The next few days were a special kind of hell. Kai was a ghost in the school hallways. His teammates avoided his eyes, their silence a constant, stinging rebuke. He buried himself in his books, the only world where he still felt in control, but it brought him no comfort. His mother acted as if nothing was wrong. She praised his dedication to his studies, blind to the misery in his eyes, convinced she had saved him from himself.
On Saturday afternoon, there was a knock on the apartment door. Kai opened it to find Coach Budi standing there, his kind, weathered face looking tired.
"Can I come in, son?" he asked gently.
Kai led him to the small living room. His mother was out grocery shopping.
Coach Budi didn't waste time. "The team misses you, Kai. The school misses you."
"My mother…" Kai began, but the coach held up a hand.
"I know. Bima told me. I'm not here to ask you to defy her." He leaned forward, his expression serious. "I knew your father, you know. Not well, but I played against him a couple of times, back in the day. Your mother only remembers the end. The injury, the disappointment. But I remember the beginning."
Kai looked up, intrigued.
"He was a magician with the ball," the coach said, a nostalgic smile on his face. "He played with so much joy, so much passion. He loved the game more than anything. The injury… that was bad luck. It could happen to anyone, anytime. But what truly broke him wasn't the injury, Kai. It was that he had nothing else. Football was his entire world. When it was gone, he was empty."
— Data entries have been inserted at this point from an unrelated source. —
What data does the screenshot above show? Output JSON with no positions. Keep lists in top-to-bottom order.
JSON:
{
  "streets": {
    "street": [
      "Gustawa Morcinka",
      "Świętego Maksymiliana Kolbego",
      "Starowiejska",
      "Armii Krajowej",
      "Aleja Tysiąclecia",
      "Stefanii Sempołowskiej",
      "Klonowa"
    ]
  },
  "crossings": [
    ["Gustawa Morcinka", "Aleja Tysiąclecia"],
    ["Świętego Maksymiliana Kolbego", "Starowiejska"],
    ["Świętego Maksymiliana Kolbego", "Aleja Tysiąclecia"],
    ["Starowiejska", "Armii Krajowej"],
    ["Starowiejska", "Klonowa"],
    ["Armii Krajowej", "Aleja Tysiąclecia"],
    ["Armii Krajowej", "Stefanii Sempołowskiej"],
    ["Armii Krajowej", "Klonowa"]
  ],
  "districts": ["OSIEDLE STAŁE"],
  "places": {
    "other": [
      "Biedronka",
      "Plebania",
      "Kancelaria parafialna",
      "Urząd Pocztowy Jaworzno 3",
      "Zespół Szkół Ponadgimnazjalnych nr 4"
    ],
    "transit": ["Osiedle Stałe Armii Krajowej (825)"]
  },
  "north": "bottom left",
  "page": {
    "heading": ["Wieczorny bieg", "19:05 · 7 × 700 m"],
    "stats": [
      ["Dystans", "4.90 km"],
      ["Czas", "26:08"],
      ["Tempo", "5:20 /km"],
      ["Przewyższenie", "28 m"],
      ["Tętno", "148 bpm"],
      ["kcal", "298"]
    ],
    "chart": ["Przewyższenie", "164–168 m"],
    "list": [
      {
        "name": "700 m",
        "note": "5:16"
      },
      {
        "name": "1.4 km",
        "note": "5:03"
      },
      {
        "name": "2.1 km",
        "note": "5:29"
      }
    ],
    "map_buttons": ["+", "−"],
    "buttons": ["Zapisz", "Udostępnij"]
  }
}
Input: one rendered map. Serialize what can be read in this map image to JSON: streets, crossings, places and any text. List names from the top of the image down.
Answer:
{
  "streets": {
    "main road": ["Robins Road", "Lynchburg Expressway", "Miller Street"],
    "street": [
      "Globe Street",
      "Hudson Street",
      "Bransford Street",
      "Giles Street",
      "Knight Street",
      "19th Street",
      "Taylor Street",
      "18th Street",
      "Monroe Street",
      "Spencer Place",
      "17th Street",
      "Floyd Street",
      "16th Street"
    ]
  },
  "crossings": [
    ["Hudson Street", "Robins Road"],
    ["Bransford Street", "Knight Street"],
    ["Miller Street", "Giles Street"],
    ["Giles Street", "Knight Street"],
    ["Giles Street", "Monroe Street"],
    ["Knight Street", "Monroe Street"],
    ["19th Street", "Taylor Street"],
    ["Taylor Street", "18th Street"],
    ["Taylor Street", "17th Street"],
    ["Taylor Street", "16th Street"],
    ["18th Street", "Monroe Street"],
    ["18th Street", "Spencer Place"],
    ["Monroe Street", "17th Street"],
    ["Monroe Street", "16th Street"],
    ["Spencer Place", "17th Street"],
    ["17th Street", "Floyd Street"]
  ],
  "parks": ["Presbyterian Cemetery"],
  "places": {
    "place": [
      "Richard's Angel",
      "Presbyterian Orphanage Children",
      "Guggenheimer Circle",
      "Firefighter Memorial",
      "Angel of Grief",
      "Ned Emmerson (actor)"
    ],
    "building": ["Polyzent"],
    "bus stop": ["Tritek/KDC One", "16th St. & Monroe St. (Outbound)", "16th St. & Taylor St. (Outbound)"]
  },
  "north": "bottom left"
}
The coach's words painted a picture Kai had never considered.
"Your mother is afraid you'll end up the same way. But you're not your father, Kai. You have this," he said, tapping a stack of textbooks on the coffee table. "You have a brilliant mind. You don't have to choose one or the other. You think being smart and being an athlete are two different things? Look at the best players in the world. They are geniuses. They see the geometry of the pitch, they calculate the physics of a curving ball in an instant. They solve problems."
He leaned in, his eyes locking with Kai's. "Don't choose. Be both. Use your mind to be a better player, and use the discipline from the game to be a better student. Show your mother she's not losing a son to football. She's raising a son who can conquer two worlds."
For the first time in days, a flicker of light broke through Kai's despair. A new path, a terrifyingly difficult one, but a path nonetheless.